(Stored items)
----------------------------------------

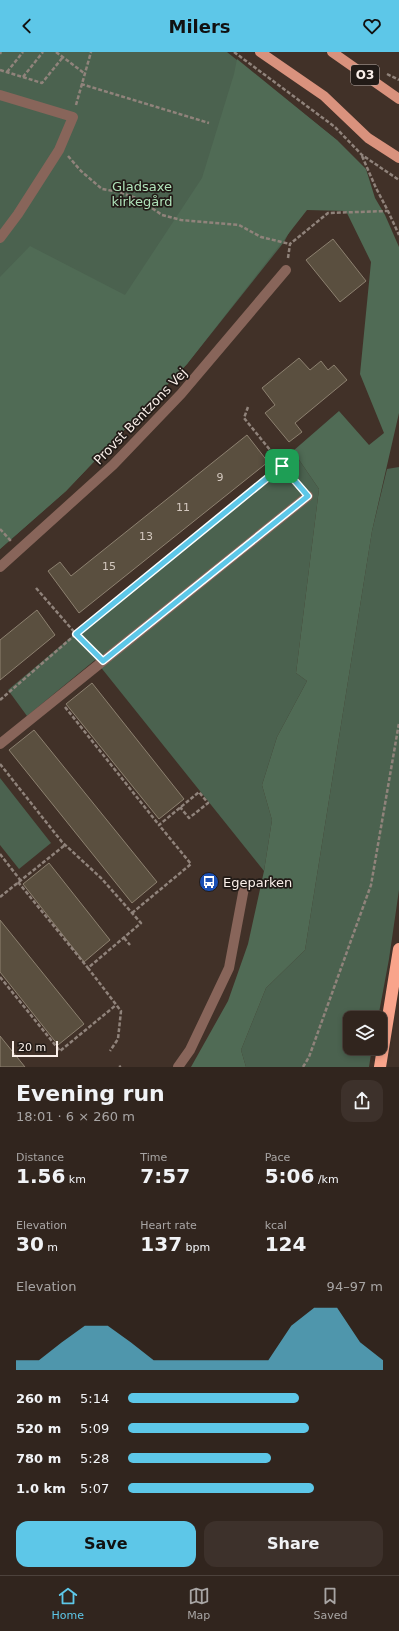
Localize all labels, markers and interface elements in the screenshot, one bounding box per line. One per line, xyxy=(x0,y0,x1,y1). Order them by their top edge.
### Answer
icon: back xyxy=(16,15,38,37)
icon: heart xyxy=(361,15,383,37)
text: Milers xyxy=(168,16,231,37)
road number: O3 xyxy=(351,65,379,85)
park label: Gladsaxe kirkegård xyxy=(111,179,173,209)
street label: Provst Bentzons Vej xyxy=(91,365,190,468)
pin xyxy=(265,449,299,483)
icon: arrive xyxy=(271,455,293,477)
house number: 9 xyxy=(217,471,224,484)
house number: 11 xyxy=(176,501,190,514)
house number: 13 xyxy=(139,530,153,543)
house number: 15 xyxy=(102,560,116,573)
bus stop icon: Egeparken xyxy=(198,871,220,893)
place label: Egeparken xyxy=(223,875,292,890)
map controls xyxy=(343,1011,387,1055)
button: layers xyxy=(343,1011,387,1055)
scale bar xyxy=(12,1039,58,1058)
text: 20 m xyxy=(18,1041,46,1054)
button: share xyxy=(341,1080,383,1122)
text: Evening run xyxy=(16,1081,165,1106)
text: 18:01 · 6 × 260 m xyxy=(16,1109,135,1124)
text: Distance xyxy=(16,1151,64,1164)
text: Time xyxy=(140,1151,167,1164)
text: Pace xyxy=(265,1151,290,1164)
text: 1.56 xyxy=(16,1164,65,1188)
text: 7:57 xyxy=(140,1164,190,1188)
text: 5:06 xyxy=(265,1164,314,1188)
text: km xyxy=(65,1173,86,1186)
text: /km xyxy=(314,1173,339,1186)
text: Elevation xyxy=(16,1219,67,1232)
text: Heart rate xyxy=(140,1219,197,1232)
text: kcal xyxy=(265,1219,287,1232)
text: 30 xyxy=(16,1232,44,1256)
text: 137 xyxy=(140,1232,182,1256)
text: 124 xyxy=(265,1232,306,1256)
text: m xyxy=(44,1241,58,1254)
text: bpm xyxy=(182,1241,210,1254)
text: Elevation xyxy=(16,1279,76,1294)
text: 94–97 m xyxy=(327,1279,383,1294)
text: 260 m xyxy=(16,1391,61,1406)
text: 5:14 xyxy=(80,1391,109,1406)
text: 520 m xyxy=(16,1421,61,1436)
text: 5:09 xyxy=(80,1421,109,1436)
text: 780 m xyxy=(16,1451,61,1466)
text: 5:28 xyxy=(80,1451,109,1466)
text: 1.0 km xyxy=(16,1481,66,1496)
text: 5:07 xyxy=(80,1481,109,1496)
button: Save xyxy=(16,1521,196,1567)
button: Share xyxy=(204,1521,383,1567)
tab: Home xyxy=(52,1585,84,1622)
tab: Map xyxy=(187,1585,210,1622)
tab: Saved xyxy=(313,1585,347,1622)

----------------------------------------

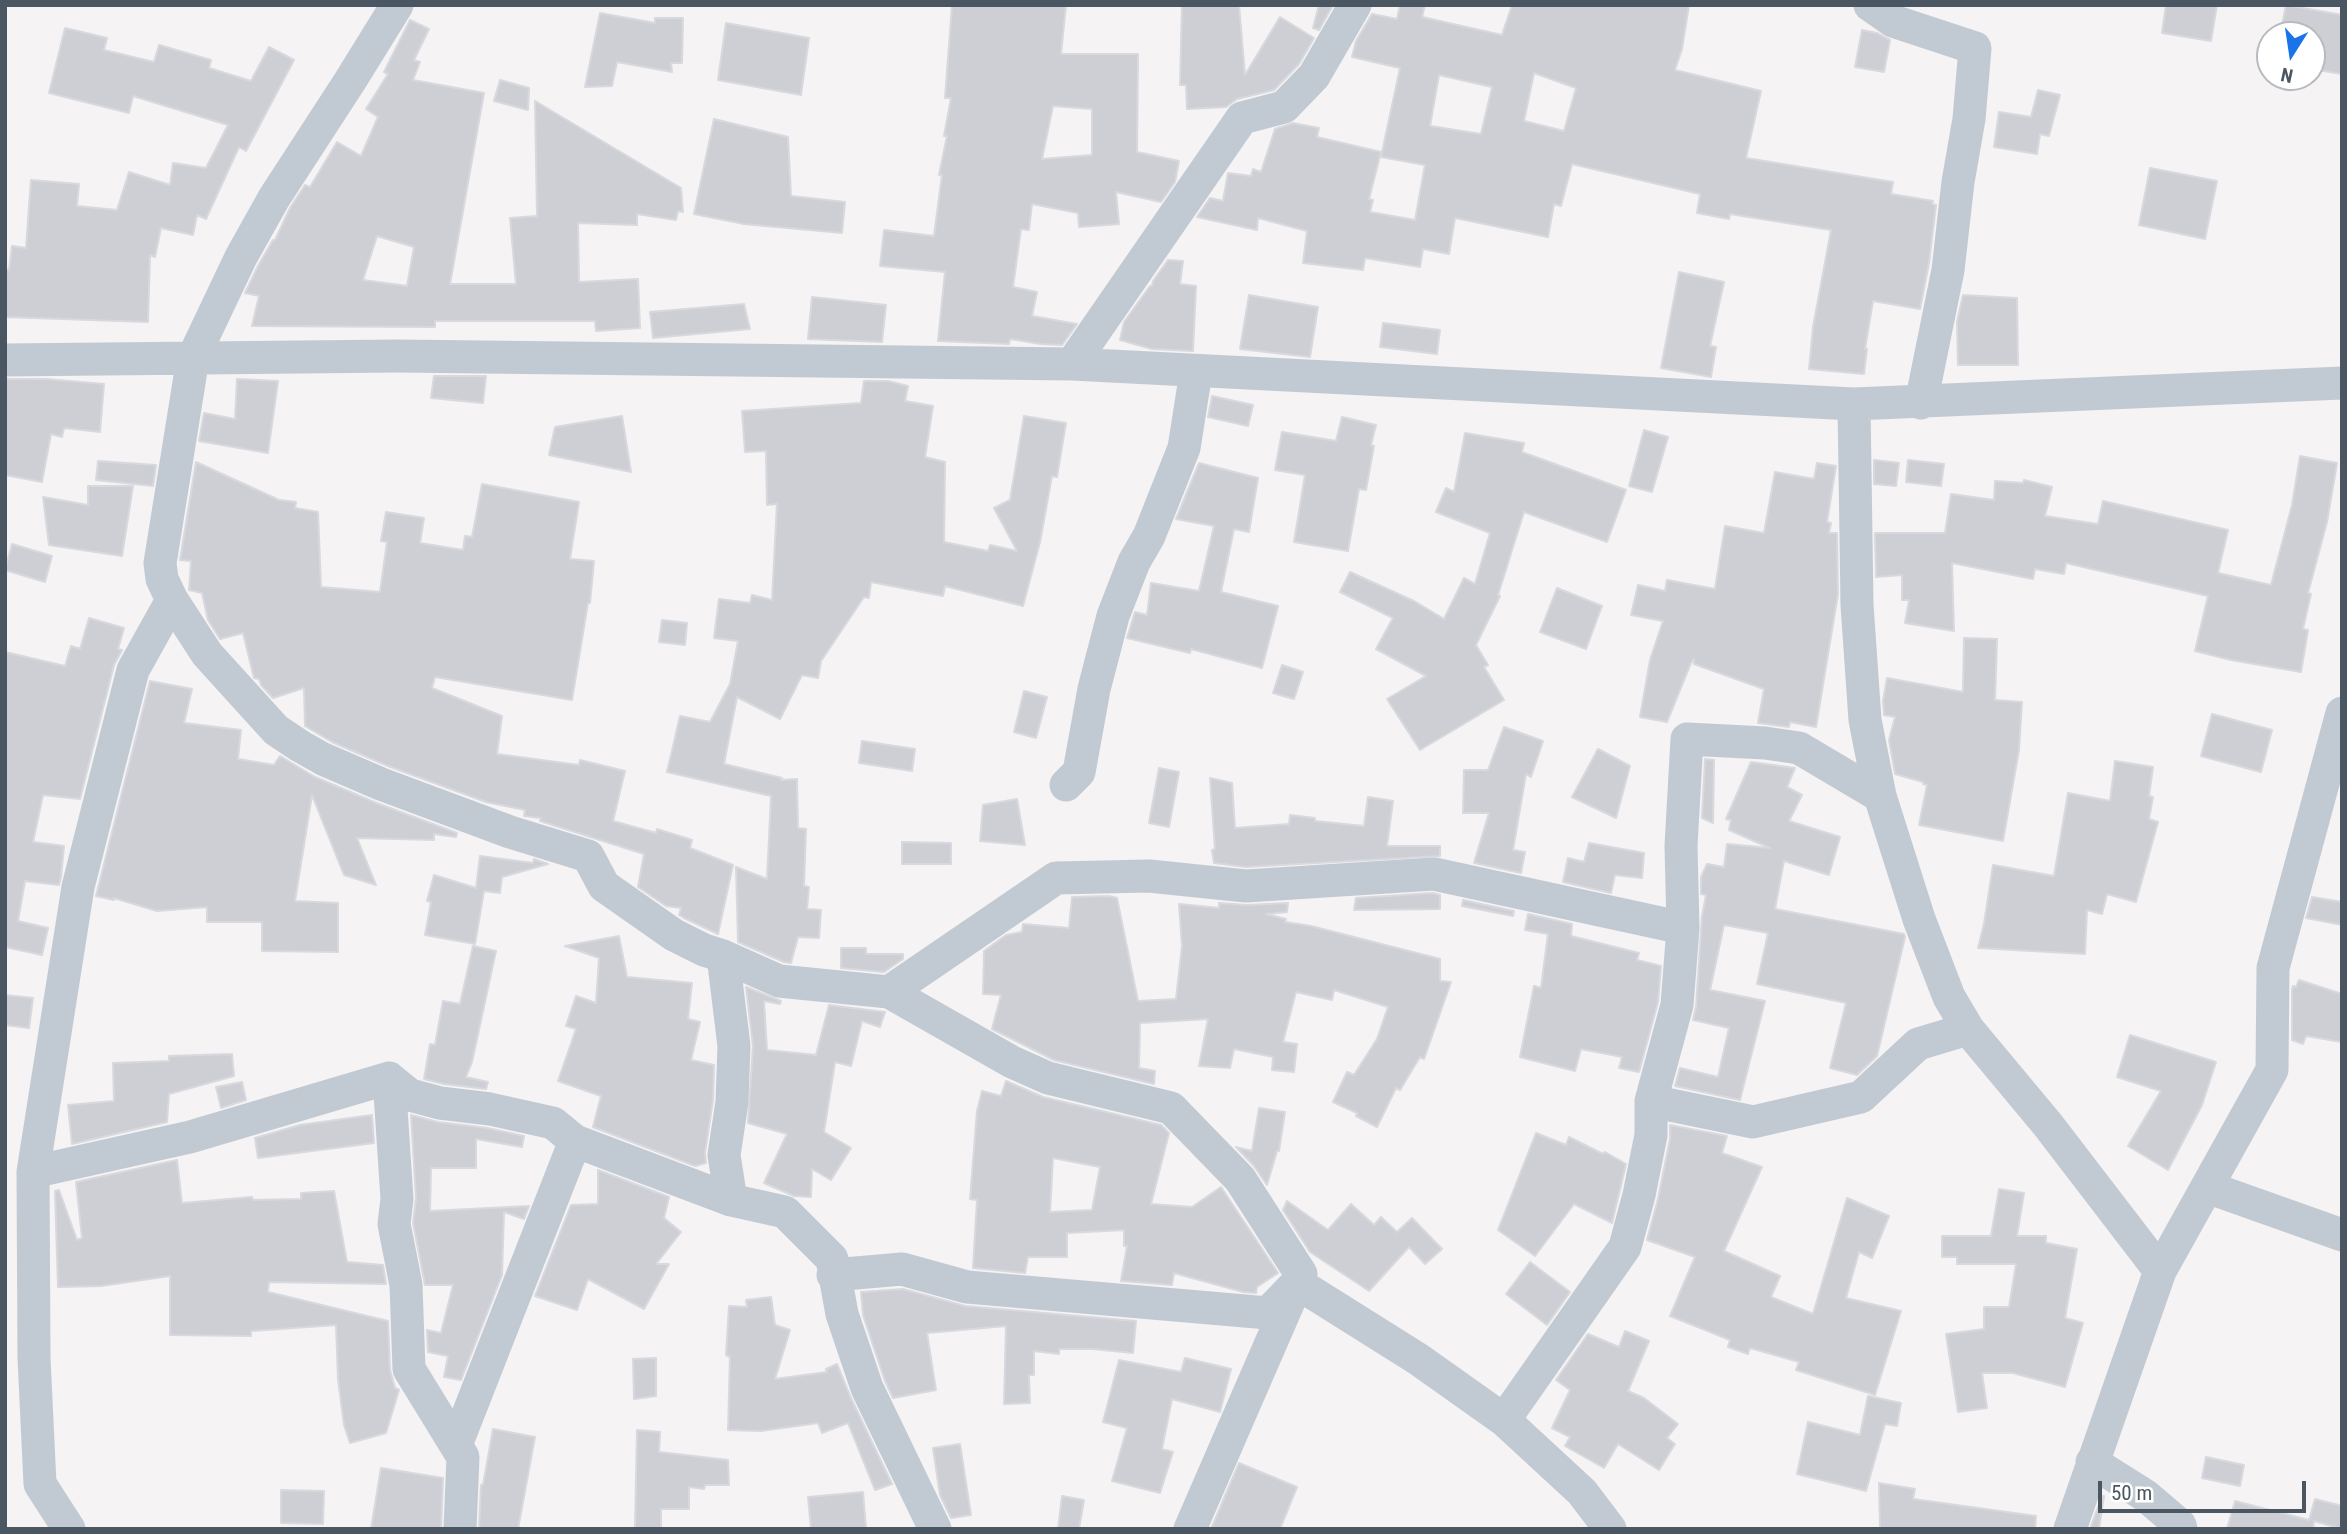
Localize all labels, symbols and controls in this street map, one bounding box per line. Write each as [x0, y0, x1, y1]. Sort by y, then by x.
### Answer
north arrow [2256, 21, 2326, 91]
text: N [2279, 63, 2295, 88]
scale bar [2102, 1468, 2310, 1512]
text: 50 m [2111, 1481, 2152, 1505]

----------------------------------------

### YOUR OBJECTIVE
Look over the records. Copy the lines that include the word "labels".

### SOLUTION
Localize all labels, markers and interface elements in the screenshot, one bounding box per line. One per line, xyxy=(x0,y0,x1,y1). Order them by their top edge.
Localize all labels, symbols and controls in this street map, one bounding box per line. Write each as [x0, y0, x1, y1]. Sort by y, then by x.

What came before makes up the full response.